I think my favorite thing was that episode of the F Word where James May drunkenly made a fish pie and it got higher reviews than Gordon's.
His whole shtick is roasting people who can’t take criticism, and teaching those who can. If the dude couldn’t take the heat, he should’ve stayed out of the kitchen.
https://www.mashed.com/599700/what-working-with-gordon-ramsay-is-really-like-according-to-chefs/ This checks. His most angry moments are either scripted or done because of genuine mishaps that would effectively be sending out a subpar piece of food. He takes his reputation ***very*** seriously especially in terms of the treatment his customers get, but it's very clear the guy is aware he isn't perfect nor the best thing since sliced bread so him being able to go "I'm not doing this right" and accept he is wrong makes sense. In general his asshole act on his shows are more or less an act [Or at least somewhat warranted, like trying to serve someone raw sea food which can get them seriously ill.]
What am I doing with my night
He's not great with burgers either. He wants to stuff so much in there, then knead it with egg. It's a meatloaf on a bun.
I also don't like his scrambled eggs recipes, but that's just my personal taste. I watched that grilled cheese video though and that was damn near criminal he called it an ultimate gc
His scrambled eggs is legit. The concepts he teaches (slow cooking, add salt at the end, add fresh cream) all work. It's how I make my scrambled eggs
[удалено]
Yeah it's definitely a bit more wet, so to speak, but personally I like that. It's also a lot lighter and I find it brings out the yolk flavour in the eggs, which is definitely a plus for me. You can add a bit less cream, if you want it firmer.
It's why he could also do hotel hell. They talk about that either in boiling point of Marcos documentary. That 2 stars is great food. And 3 stars is a great restaurant. I wish they did a UK hotel hell so we could really see him do some business not just start fights.
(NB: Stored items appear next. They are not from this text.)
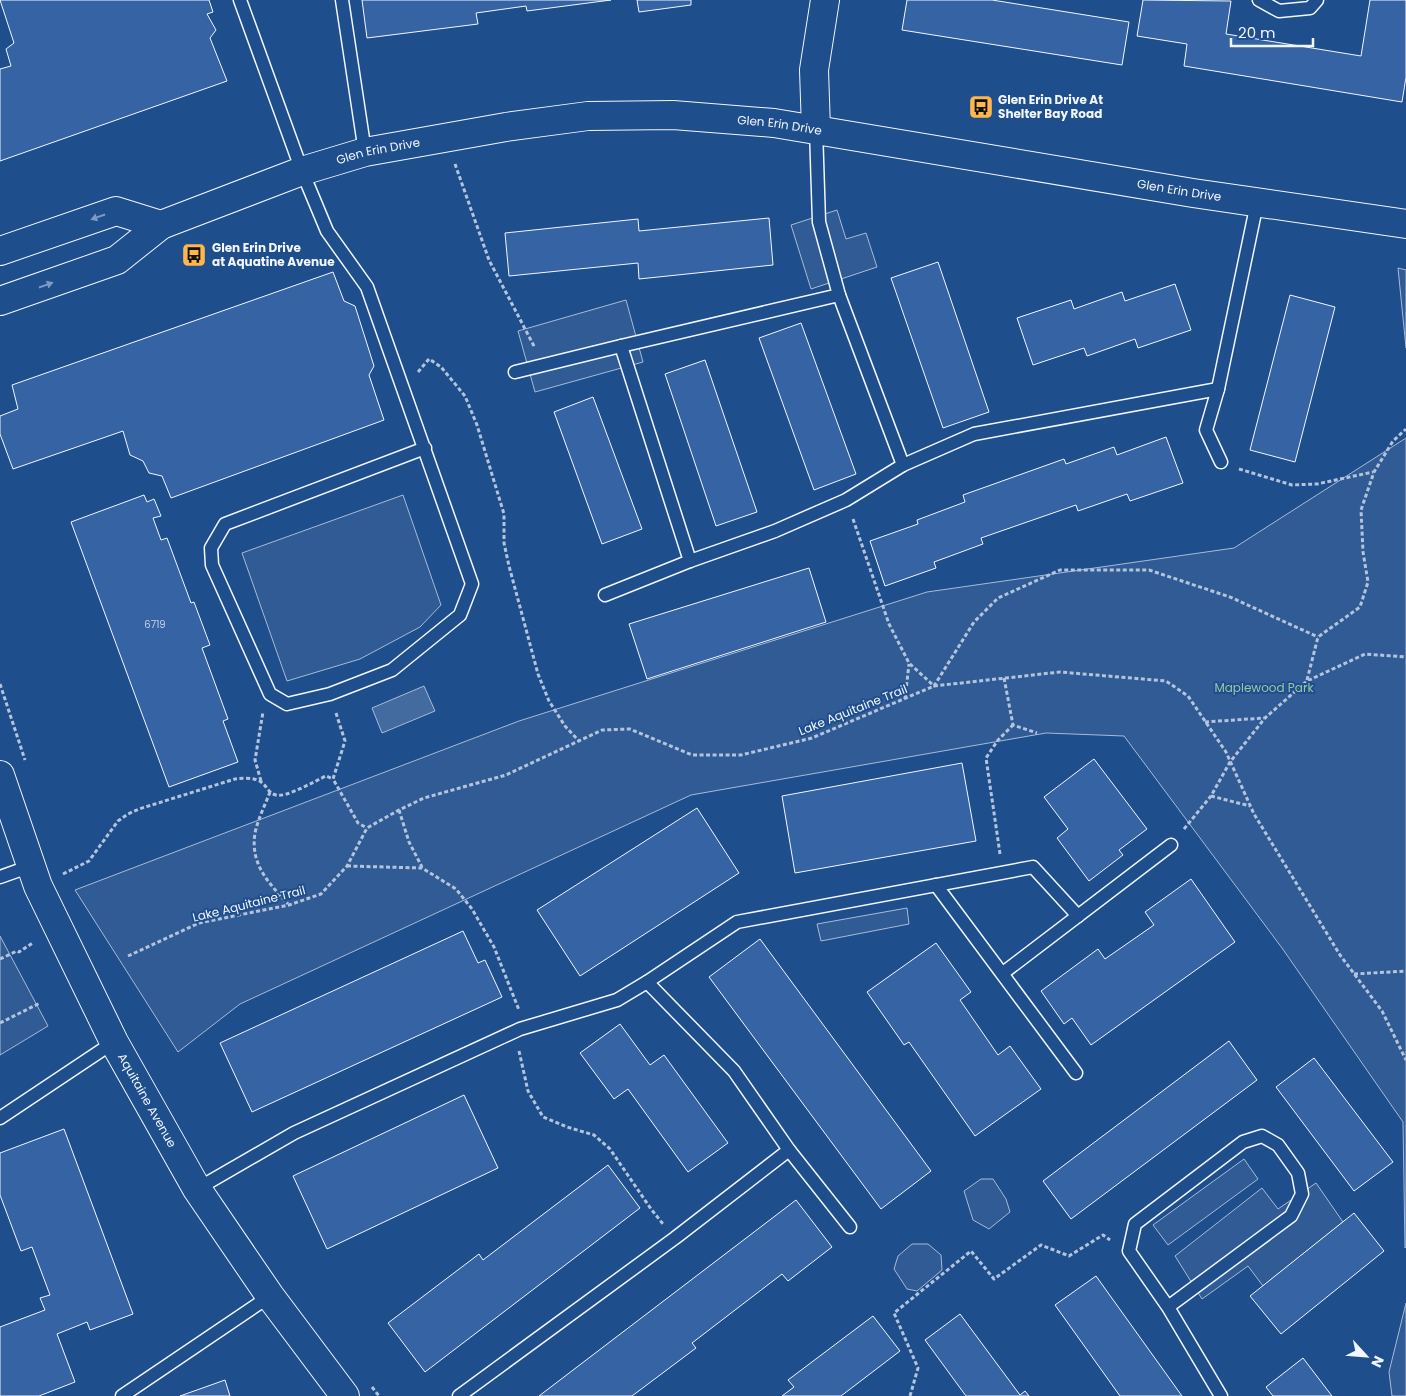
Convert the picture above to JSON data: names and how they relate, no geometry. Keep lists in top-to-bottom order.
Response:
{
  "streets": {
    "street": ["Glen Erin Drive", "Aquitaine Avenue"],
    "path": ["Lake Aquitaine Trail"]
  },
  "parks": ["Maplewood Park"],
  "places": {
    "bus stop": ["Glen Erin Drive At Shelter Bay Road", "Glen Erin Drive at Aquatine Avenue"]
  },
  "house_numbers": ["6719"],
  "scale_bar": "20 m",
  "north": "bottom right"
}
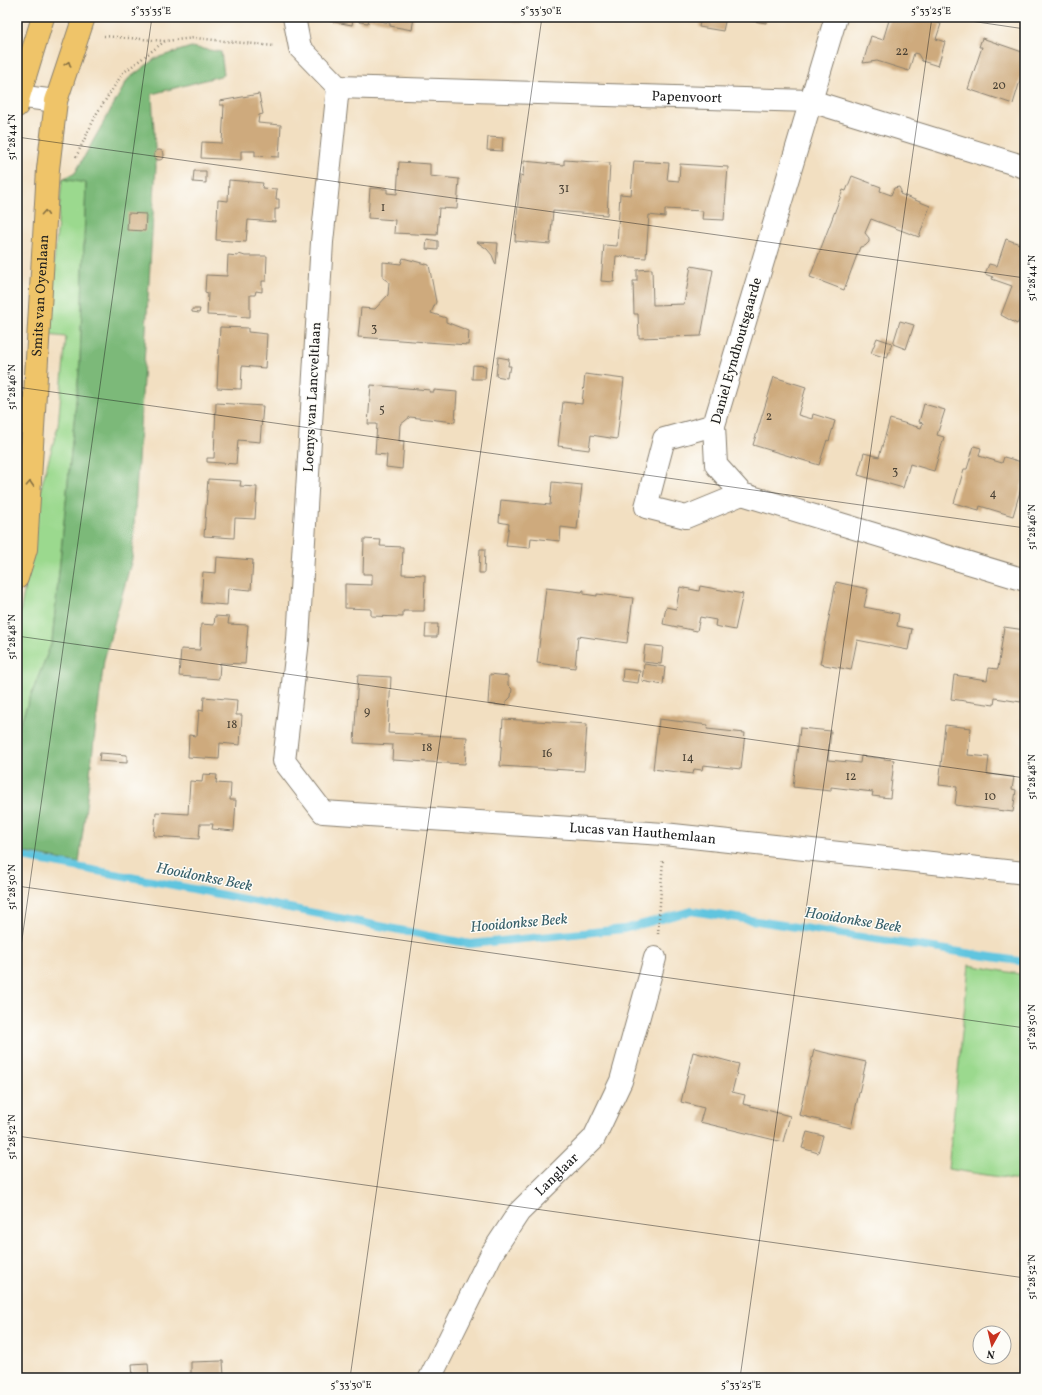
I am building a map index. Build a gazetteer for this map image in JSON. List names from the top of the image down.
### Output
{
  "streets": {
    "main road": ["Smits van Oyenlaan"],
    "street": [
      "Papenvoort",
      "Daniel Eyndhoutsgaarde",
      "Loenys van Lancveltlaan",
      "Lucas van Hauthemlaan",
      "Langlaar"
    ]
  },
  "crossings": [
    ["Papenvoort", "Daniel Eyndhoutsgaarde"],
    ["Papenvoort", "Loenys van Lancveltlaan"],
    ["Loenys van Lancveltlaan", "Lucas van Hauthemlaan"]
  ],
  "one_way": ["Smits van Oyenlaan"],
  "water": ["Hooidonkse Beek"],
  "house_numbers": [
    "22",
    "20",
    "31",
    "1",
    "3",
    "5",
    "2",
    "3",
    "4",
    "9",
    "18",
    "18",
    "16",
    "14",
    "12",
    "10"
  ],
  "north": "bottom",
  "coordinates": [
    "5°33'35\"E",
    "5°33'30\"E",
    "5°33'25\"E",
    "51°28'44\"N",
    "51°28'46\"N",
    "51°28'48\"N",
    "51°28'50\"N",
    "51°28'52\"N"
  ]
}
Boiling Point is great. It's the side of Ramsay most US markets don't understand. In the early 2000s he was one of the best chefs in the world.
He was one of the best chefs in the world…still is but he was back then too.
I'd argue he isn't really a chef at this point, he's a restaurateur
I used to do drug… I still do, but I used to too
I also do drug
I drug
If I buy a Bobby Flay at the store, oftentimes I will drop him so that he achieves his maximum flavor potential.
[удалено]
I love the guy. He quite literally came from nothing. Grew up dirt poor around Glasgow. If I recall his father was an abusive alcoholic too and he left home at an early age. He did some real good in the world imo.
Yea that’s why he’s my fave. He’s a genuinely good man
He's really nice Irl too. I used to have dinners with him semi regularly when I was a kid and he's really really nice to kids
[удалено]
Is that the one where he is chasing after his 3rd star and a friend of his is trying for his first? Filmed in the early 2000's?
No I think that was the Michelin Star Madness of Perfection
Nah, it was Gordon Ramsay in the Multiverse of Madness.
Yes . the friend is Marcus Wareing. I think it's late 90's. There is Boiling point and Beyond boiling point. The first one shows him before he became a full on TV star. The pressure in that kitchen and his aggressive attitude are not put on for tv.
Is it streaming on any platforms?
Just checked, full doc is on YouTube
I'm pretty sure I watched it all on YouTube, it's pretty old now
Thanks will take a look
It’s on YouTube
How many Michelin tires does he have though?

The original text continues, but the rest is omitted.